The definition of the theological
virtue of Hope, according to the "Catechism of the Catholic Church."
Part Three-Life in Christ
Section II, The Theological Virtues
1817 Hope is the theological virtue by
which we desire the kingdom of heaven and eternal life as our happiness, placing our trust in Christ's promises and relying
not on our own strength, but on the help of the grace of the Holy Spirit. "Let us hold fast the confession of our
hope without wavering, for He who promised is faithful." "The Holy Spirit...He poured out upon us richly through
Jesus Christ our Savior, so that we might be justified by His grace and become heirs in hope of eternal life."
1818 The virtue of hope responds to the
aspiration to happiness which God has placed in the heart of every man; it takes up the hopes that inspire men's activities
and purifies them so as to order them to the Kingdom of heaven; it keeps man from discouragement; it sustains him during times
of abandonement; it opens up his heart in expectation of eternal beautitude. Buoyed up by hope, he is preserved from
selfishness and led to the happiness that flows from charity.
1819 Christian hope takes up and fulfills
the hope of the chosen people which has its origin and model in the hope of Abraham, who was blessed abundantly by
the promises of God fulfilled in Isaac, and who was purified by the test of the sacrifice. "Hoping against hope,
he believed, and thus became the father of many nations."
1920 Christian hope unfolds from the
beginning of Jesus' preaching in the proclamation of the beatitudes. The beatitudes raise our hope toward
heaven as the new Promised Land; they trace the path that leads through the trials that await the disciples of Jesus.
But through the merits of Jesus Christ and of His Passion, God keeps us in the "Hope that does not disappoint."
Hope is the "sure and steadfast anchor of the soul...that enters...where Jesus has gone as a forerunner on our behalf."
Hope is also a weapon that protects us in the struggle of salvation: "Let us...put on the breastplate of faith
and charity, and for a helmet the hope of salvation." It affords us the joy even under trial: "Rejoice
in your hope, be patient in tribulation." Hope is expressed and nourished in prayer, especially in the Our Father,
the summary of everything that hope leads us to desire.
1821 We can therefore hope in the glory
of heaven promised by God to those who love Him and do His will.
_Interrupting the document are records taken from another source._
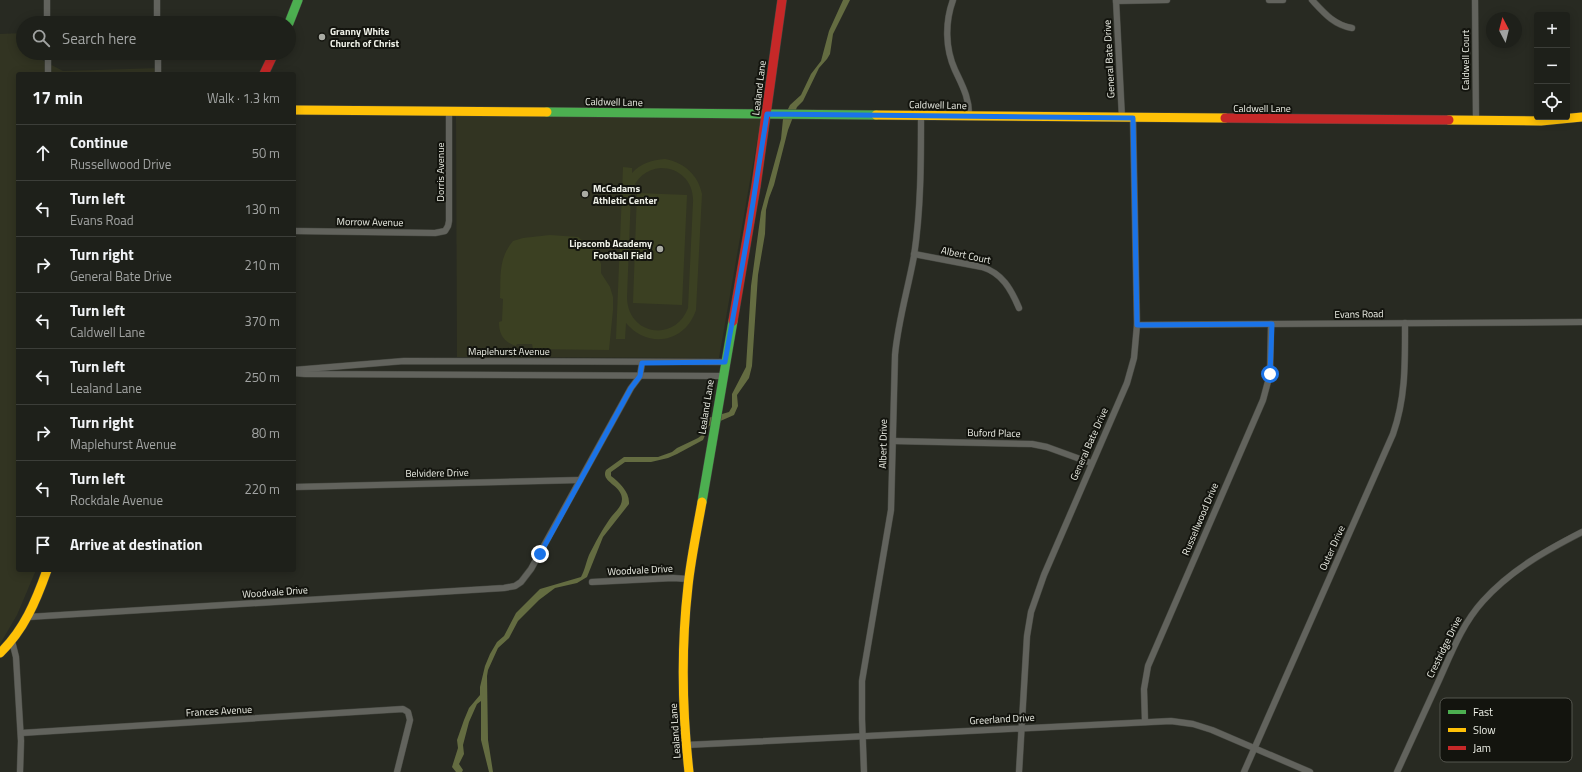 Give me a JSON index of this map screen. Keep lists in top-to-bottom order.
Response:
{
  "streets": {
    "street": [
      "General Bate Drive",
      "Caldwell Court",
      "Lealand Lane",
      "Caldwell Lane",
      "Dorris Avenue",
      "Morrow Avenue",
      "Albert Court",
      "Evans Road",
      "Maplehurst Avenue",
      "Buford Place",
      "Albert Drive",
      "Belvidere Drive",
      "Russellwood Drive",
      "Outer Drive",
      "Woodvale Drive",
      "Crestridge Drive",
      "Frances Avenue",
      "Greerland Drive"
    ]
  },
  "crossings": [
    ["General Bate Drive", "Caldwell Lane"],
    ["General Bate Drive", "Evans Road"],
    ["General Bate Drive", "Buford Place"],
    ["General Bate Drive", "Greerland Drive"],
    ["Caldwell Court", "Caldwell Lane"],
    ["Lealand Lane", "Caldwell Lane"],
    ["Lealand Lane", "Maplehurst Avenue"],
    ["Lealand Lane", "Woodvale Drive"],
    ["Lealand Lane", "Greerland Drive"],
    ["Caldwell Lane", "Dorris Avenue"],
    ["Caldwell Lane", "Albert Drive"],
    ["Dorris Avenue", "Morrow Avenue"],
    ["Albert Court", "Albert Drive"],
    ["Evans Road", "Russellwood Drive"],
    ["Evans Road", "Outer Drive"],
    ["Buford Place", "Albert Drive"],
    ["Albert Drive", "Greerland Drive"],
    ["Belvidere Drive", "Woodvale Drive"],
    ["Russellwood Drive", "Greerland Drive"],
    ["Outer Drive", "Greerland Drive"]
  ],
  "places": ["Granny White Church of Christ", "McCadams Athletic Center", "Lipscomb Academy Football Field"],
  "legend": ["Fast", "Slow", "Jam"],
  "north": "top",
  "page": {
    "map_buttons": ["+", "−"],
    "search": "Search here",
    "heading": ["17 min", "Walk · 1.3 km"],
    "list": [
      ["Continue", "Russellwood Drive", "50 m"],
      ["Turn left", "Evans Road", "130 m"],
      ["Turn right", "General Bate Drive", "210 m"],
      ["Turn left", "Caldwell Lane", "370 m"],
      ["Turn left", "Lealand Lane", "250 m"],
      ["Turn right", "Maplehurst Avenue", "80 m"],
      ["Turn left", "Rockdale Avenue", "220 m"],
      "Arrive at destination"
    ]
  }
}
In every circumstance, each one of us should hope,
with the grace of God, to persevere "to the end" and to obtain the joy of heaven, as God's eternal reward for
the good works accomplished with the grace of Christ. In hope, the Church prays for "all men to be saved."
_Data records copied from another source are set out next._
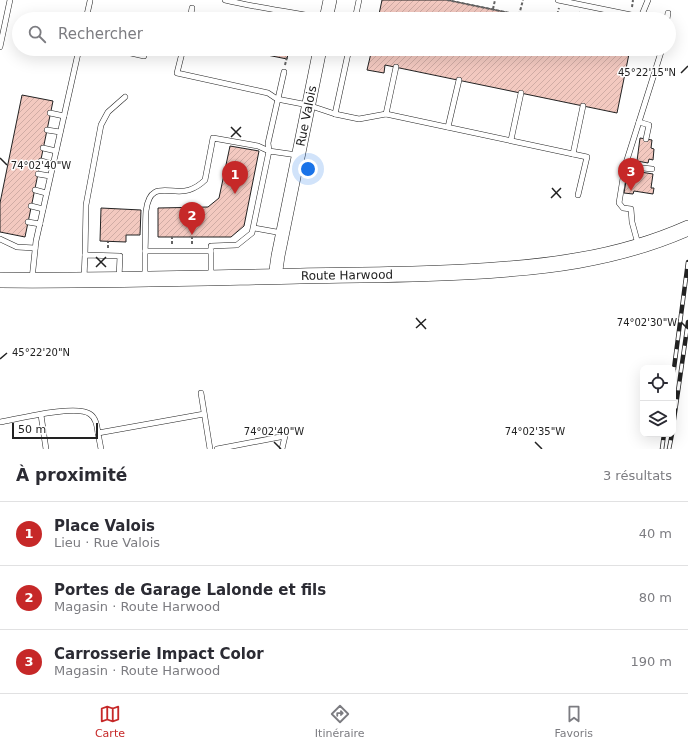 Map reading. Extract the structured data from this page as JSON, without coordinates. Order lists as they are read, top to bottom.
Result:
{
  "streets": {
    "main road": ["Route Harwood"],
    "street": ["Rue Valois"]
  },
  "crossings": [
    ["Rue Valois", "Route Harwood"]
  ],
  "scale_bar": "50 m",
  "page": {
    "search": "Rechercher",
    "pins": ["3", "1", "2"],
    "scale": "50 m",
    "heading": ["À proximité", "3 résultats"],
    "list": [
      {
        "mark": "1",
        "name": "Place Valois",
        "note": "Lieu · Rue Valois",
        "value": "40 m"
      },
      {
        "mark": "2",
        "name": "Portes de Garage Lalonde et fils",
        "note": "Magasin · Route Harwood",
        "value": "80 m"
      },
      {
        "mark": "3",
        "name": "Carrosserie Impact Color",
        "note": "Magasin · Route Harwood",
        "value": "190 m"
      }
    ],
    "nav": ["Carte", "Itinéraire", "Favoris"]
  },
  "coordinates": [
    "45°22'15\"N",
    "74°02'40\"W",
    "74°02'30\"W",
    "45°22'20\"N",
    "74°02'35\"W"
  ]
}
She longs to be united with Christ, her Bridegroom, in the glory of heaven:
Hope, O my soul, hope. You know
neither the day nor the hour.
Watch carefully, for everything passes quickly, even though your
impatience makes doubtful what is certain, and turns a very short
time into a long one. Dream that
the more you struggle, the more
you prove the love that
you bear your God, and the more you will rejoice
with your Beloved, in a happiness and rapture that can never end.